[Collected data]
═══
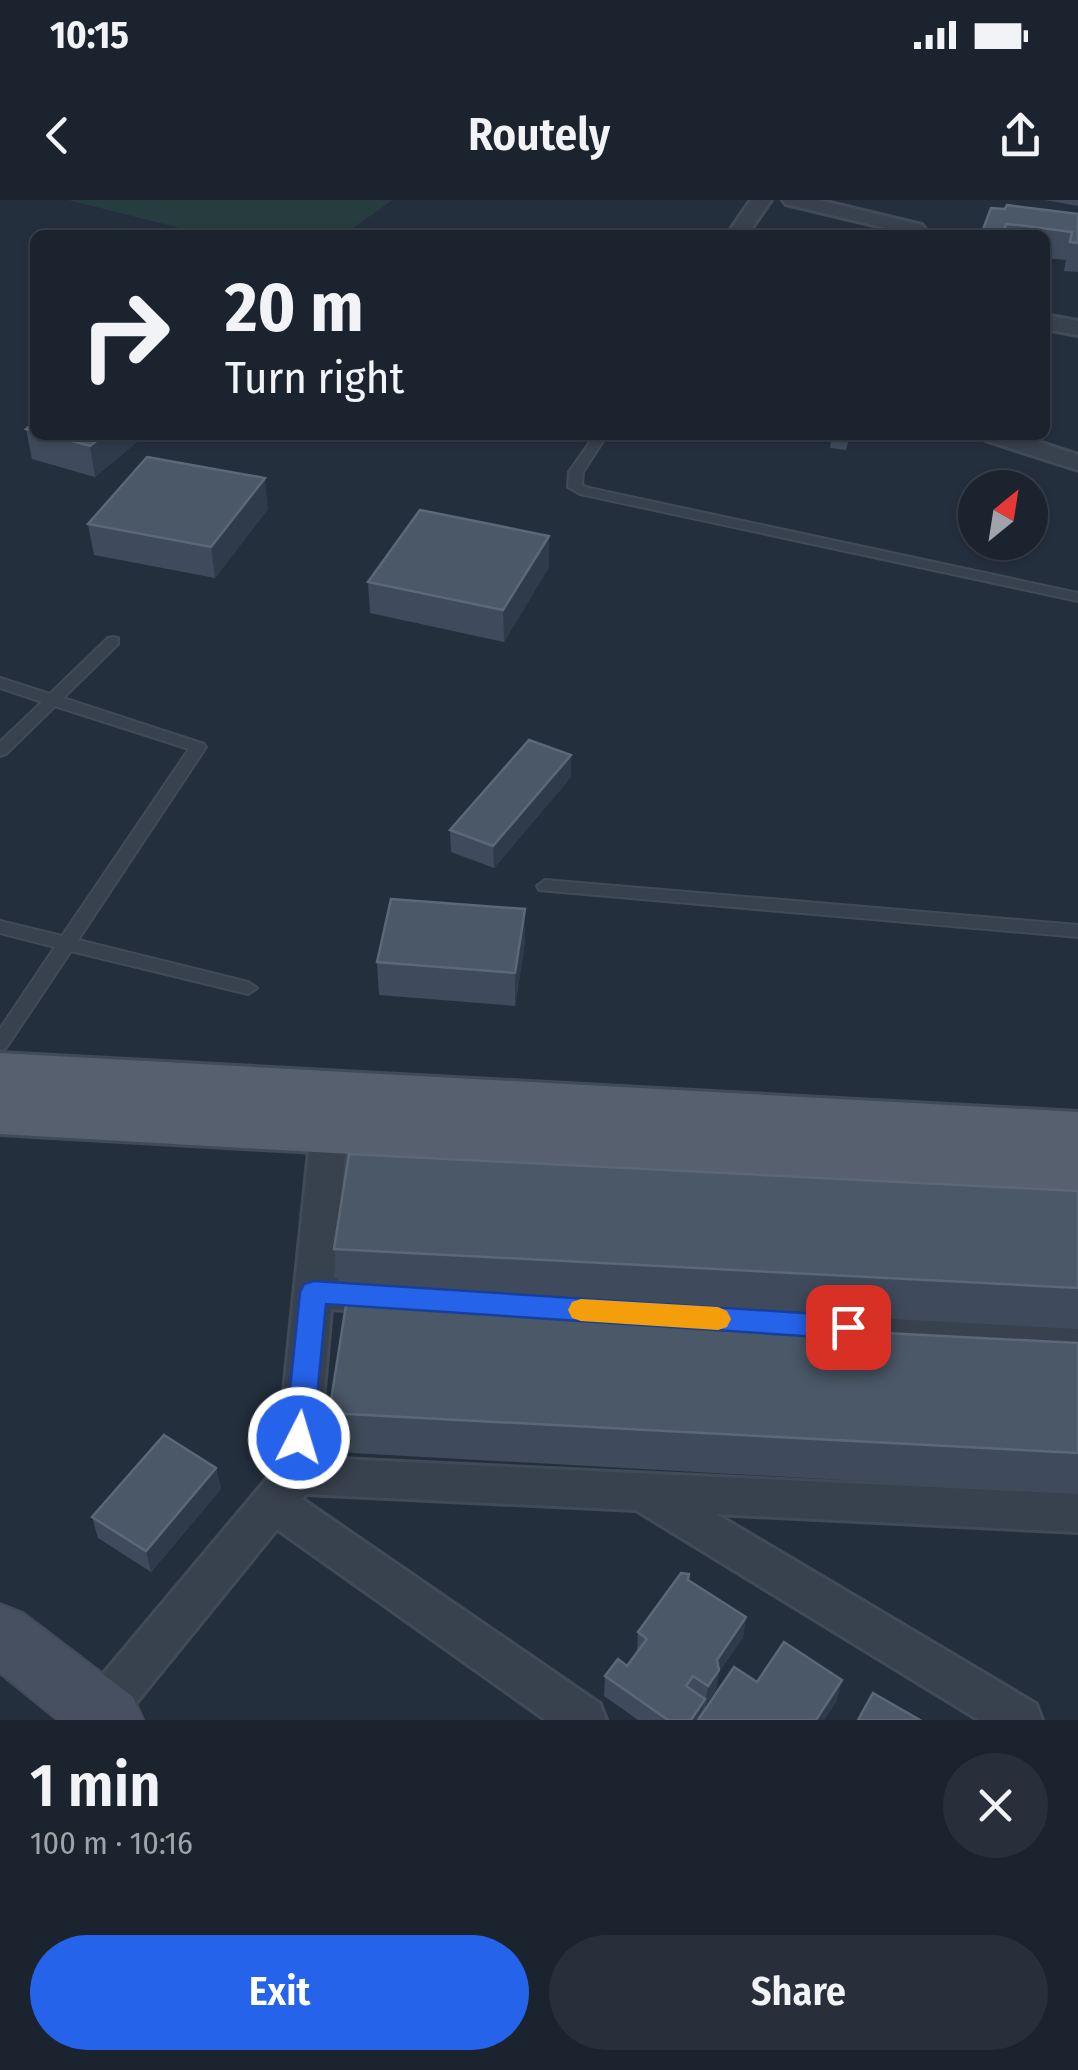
<!DOCTYPE html>
<html lang="en">
<head>
<meta charset="utf-8">
<style>
	:root { --surface:#1b232e; --page:#282f3a; --text:#f1f3f6; --muted:#a0a4aa; --line:#39404a; --accent:#2563eb }
	body { margin:0; font-family:"Fira Sans Condensed",sans-serif; background:var(--page); color:var(--text); height:100vh; display:flex; flex-direction:column; font-size:38px; white-space:nowrap }
	* { box-sizing:border-box; margin:0 }
	p { font-size:32px; color:var(--muted) }
	.icon { flex:none; width:55px; height:55px; fill:none; stroke:currentColor; stroke-width:2; stroke-linecap:round; stroke-linejoin:round }
	.map { position:relative; height:1520px; overflow:hidden }
	.panel { display:flex; flex-direction:column; background:var(--surface); flex:1 }
	.panel>* { flex:none }
	.banner { position:absolute; left:30px; top:30px; width:1020px; height:210px; border-radius:15px; box-shadow:0 2px 8px #0004,0 0 0 2px var(--line); background:#1b232e; color:var(--text); overflow:hidden }
	.needle { width:65px; rotate:30deg }
	.tools { position:absolute; left:958px; top:270px; display:grid; gap:20px }
	.tools a { display:grid; place-items:center; width:90px; height:90px; border-radius:50%; background:var(--surface); box-shadow:0 2px 8px #0004,0 0 0 2px var(--line); font-size:50px }
	.pin { position:absolute; display:grid; place-items:center; width:85px; height:85px; color:#fff; margin:-42px; border-radius:20px; box-shadow:0 5px 15px #0006 }
	.me { position:absolute; width:110px; margin:-55px; rotate:5deg; stroke-linejoin:round; filter:drop-shadow(0 0 8px #0008) }
	.turn { display:flex; align-items:center; gap:35px; height:210px; padding:0 30px; font-size:45px }
	.turn .icon { width:130px; height:130px; stroke-width:2.5 }
	.turn b { display:block; font-size:70px; line-height:85px }
	.round { display:grid; place-items:center; flex:none; width:105px; height:105px; border-radius:52px; background:var(--page) }
	.summary { display:flex; align-items:center; justify-content:space-between; height:170px; padding:0 30px }
	h1 { font-size:60px; font-weight:600; line-height:75px }
	.cta { display:flex; gap:20px; margin-top:auto; padding:20px 30px }
	.cta a { flex:1; height:115px; border-radius:60px; background:var(--accent); color:#fff; font-size:40px; font-weight:600; line-height:115px; text-align:center }
	.cta a+a { background:var(--page); color:var(--text) }
	.status { display:flex; justify-content:space-between; align-items:center; height:70px; padding:0 50px; background:var(--surface); direction:ltr }
	.status svg { height:28px; fill:currentColor }
	header { display:flex; justify-content:space-between; align-items:center; height:130px; padding:0 30px; background:var(--surface); font-size:45px; font-weight:600 }
	.map>svg:first-child { display:block }
	.green { fill:#263c3f }
	.lines { fill:none; stroke-linecap:round; stroke-linejoin:round }
	.lane-casing { stroke:#414a57; stroke-width:4 }
	.street-casing { stroke:#414a57; stroke-width:6 }
	.secondary-casing { stroke:#414a57; stroke-width:4 }
	.primary-casing { stroke:#414a57; stroke-width:6 }
	.lane { fill:#38414e; fill-rule:evenodd }
	.street { fill:#38414e; fill-rule:evenodd }
	.secondary { fill:#465061; fill-rule:evenodd }
	.primary { fill:#56606e; fill-rule:evenodd }
	.wall { fill:#3f4b5c }
	.shaded-wall { fill:#2f3b4b }
	.building { fill:#4b5868; stroke:#5c6777; stroke-width:2.5 }
	.route { fill:#2563eb; stroke:#184099; stroke-width:2.5 }
	.slow { fill:#f59e0b }
</style>
</head>
<body>
<div class="status"><b>10:15</b><svg viewBox="0 0 49 12"><path d="M0 12V9h3v3zM5 12V6h3v6zM10 12V3h3v9zM15 12V0h3v12zM26 1h20v11H26zM47 4h2v5h-2z"/></svg></div>
<header><svg class="icon" aria-label="back" viewBox="0 0 24 24"><path d="M15 5l-7 7 7 7"/></svg>Routely<svg class="icon" aria-label="share" viewBox="0 0 24 24"><path d="M12 15V3M7 8l5-5 5 5M5 13v7h14v-7"/></svg></header>
<div class="map">
<svg width="1078" height="1520" viewBox="0 0 1078 1520">
	<rect width="100%" height="100%" fill="#242f3e"/>
	<path class="green" d="M68,0h325l-50,35h-135z"/>
	<g class="lines">
		<g class="lane-casing">
			<g id="lane">
				<path d="M595,235h12l-24,37 -1,13 7,3 489,105v8l-498,-107 -12,-7 1,-15z"/>
				<path d="M113,437l5,1v6l-55,54 141,46 2,3 -128,193 170,42 9,6 -9,6 -177,-43 -65,97 -6,2v-21l55,-82 -55,-14v-12l62,15 127,-187 -134,-43 -49,48 -6,2v-14l42,-40 -42,-14v-10l50,16 58,-56z"/>
				<path d="M545,680l533,45v12l-539,-47 -2,-4z"/>
			</g>
		</g>
		<g class="street-casing">
			<g id="street">
				<path d="M751,0h20l-24,35h-20z"/>
				<path d="M783,0h35l104,25 3,4 -3,6h-20l1,-3 -117,-28z"/>
				<path d="M1045,115l33,6v14l-33,-6z"/>
				<path d="M981,235h36l61,20v15l-93,-30z"/>
				<path d="M329,918l12,4 6,10 -13,146 744,48v32l-747,-49 -13,149 760,36v38l-362,-18 320,190 6,16h-63l-343,-210 -330,-16 -4,5 298,205 6,16h-60l-269,-191 -155,191h-41l-3,-8 6,-15 192,-229 35,-336 6,-10z"/>
			</g>
		</g>
		<g class="secondary-casing">
			<path id="secondary" d="M0,1404l23,9 110,84 10,23h-85l-58,-47z"/>
		</g>
		<g class="primary-casing">
			<path id="primary" d="M0,853l1078,59v84l-1078,-62z"/>
		</g>
		<use href="#lane" class="lane"/>
		<use href="#street" class="street"/>
		<use href="#secondary" class="secondary"/>
		<use href="#primary" class="primary"/>
	</g>
	<g class="wall">
		<path d="M1045,0h33v6z"/>
		<path d="M991,8l87,6v58l-14,-1 2,-11 -21,-2v-23h-63z"/>
		<path d="M35,221v14h110l-50,42 -63,-18 -6,-30z"/>
		<path d="M832,235h18l-4,15 -16,-2z"/>
		<path d="M268,309l-53,69 -121,-23 -6,-31z"/>
		<path d="M549,367l-45,75 -134,-29 -2,-31z"/>
		<path d="M571,555v22l-77,91 -43,-16 -1,-22z"/>
		<path d="M525,709v33l-10,64 -136,-11 -2,-33z"/>
		<path d="M1078,991v138l-739,-40 -5,-40z"/>
		<path d="M1078,1143v150l-743,-41 -6,-39z"/>
		<path d="M216,1268l5,21 -70,83 -53,-34 -6,-21z"/>
		<path d="M688,1380l58,37 -3,20 -24,35 -3,18 -11,15 -1,7 53,-30 80,18 -13,20h-186l-34,-24 1,-20 22,-10 10,-14 1,-20z"/>
	</g>
	<g class="shaded-wall">
		<path d="M104,235h41l-50,42 -5,-31z"/>
		<path d="M265,278l3,31 -53,69 -4,-31z"/>
		<path d="M549,336v31l-45,75 -1,-32z"/>
		<path d="M571,555v22l-77,91 -1,-22z"/>
		<path d="M525,709v33l-10,64v-33z"/>
		<path d="M216,1268l5,21 -70,83 -5,-21z"/>
		<path d="M746,1417l-3,20 -24,35 -3,18 -11,16 3,-20 9,-26z"/>
		<path d="M842,1480l-5,20 -13,20h-8z"/>
		<path d="M705,1499l-3,21h-11z"/>
	</g>
	<g class="building">
		<path d="M1007,5l71,9v29l-8,-1 2,-10 -53,-7 -13,-1 -3,10 -21,-2 9,-24 14,1z"/>
		<path d="M35,221v10l-9,-2z"/>
		<path d="M49,235h55l-14,11z"/>
		<path d="M832,235h17l-1,4 -17,-2z"/>
		<path d="M147,257l118,21 -54,69 -123,-23z"/>
		<path d="M420,310l129,26 -46,74 -135,-28z"/>
		<path d="M529,540l42,15 -78,91 -43,-16z"/>
		<path d="M391,699l134,10 -10,64 -138,-11z"/>
		<path d="M349,954l729,37v97l-744,-39z"/>
		<path d="M346,1105l732,38v110l-749,-40z"/>
		<path d="M164,1235l52,33 -70,83 -54,-34z"/>
		<path d="M681,1373l8,1 -1,6 58,37 -29,43 2,10 -11,16 -15,-10 -7,10 19,13 -14,21h-23l-63,-44 13,-17 9,7 20,-27 -9,-7z"/>
		<path d="M784,1442l58,38 -26,40h-118l36,-53 23,15z"/>
		<path d="M873,1493l47,27h-62z"/>
	</g>
	<path class="route" d="M314,1081l534,35 10,3 4,8 -4,8 -10,4 -522,-35 -13,134 -4,9 -10,4 -10,-4 -4,-9 15,-146 4,-8z"/>
	<path class="slow" d="M581,1099l137,8 9,4 4,8 -4,8 -9,3 -137,-9 -9,-3 -4,-8 4,-8z"/>
</svg>
<div class="tools">
<a><svg class="needle" viewBox="-14 -14 28 28"><path d="M0-13l5 13h-10z" fill="#e53935"/><path d="M0 13l5-13h-10z" fill="#a0a4aa"/></svg></a>
</div>
<div class="pin" style="left:848px;top:1127px;background:#d93025"><svg class="icon" aria-label="arrive" viewBox="0 0 24 24"><path d="M6 21V4h12l-3 4 3 4H6"/></svg></div>
<svg class="me" style="left:299px;top:1238px" viewBox="-20 -20 40 40"><circle r="17" fill="#2563eb" stroke="#fff" stroke-width="3"/><path d="M0-11L8 9 0 5-8 9z" fill="#fff"/></svg>
<div class="banner">
<div class="turn"><svg class="icon" aria-label="right" viewBox="0 0 24 24"><path d="M7 20v-9h11M14 6l5 5-5 5"/></svg><div><b>20 m</b>Turn right</div></div>
</div>
</div>
<section class="panel">
<div class="summary"><div><h1>1 min</h1><p>100 m · 10:16</p></div><a class="round"><svg class="icon" aria-label="close" viewBox="0 0 24 24"><path d="M6 6l12 12M18 6L6 18"/></svg></a></div>
<div class="cta"><a>Exit</a><a>Share</a></div>
</section>
</body>
</html>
═══
**Task item**: The lines to be transcribed are those from the first line of the data above through the line holding "--surface:#1b232e; --page:#282f3a; --text:#f1f3f6;", inclusive; copy them exactly and only, leaving out the pictures.

**Your response**:
<!DOCTYPE html>
<html lang="en">
<head>
<meta charset="utf-8">
<style>
	:root { --surface:#1b232e; --page:#282f3a; --text:#f1f3f6; --muted:#a0a4aa; --line:#39404a; --accent:#2563eb }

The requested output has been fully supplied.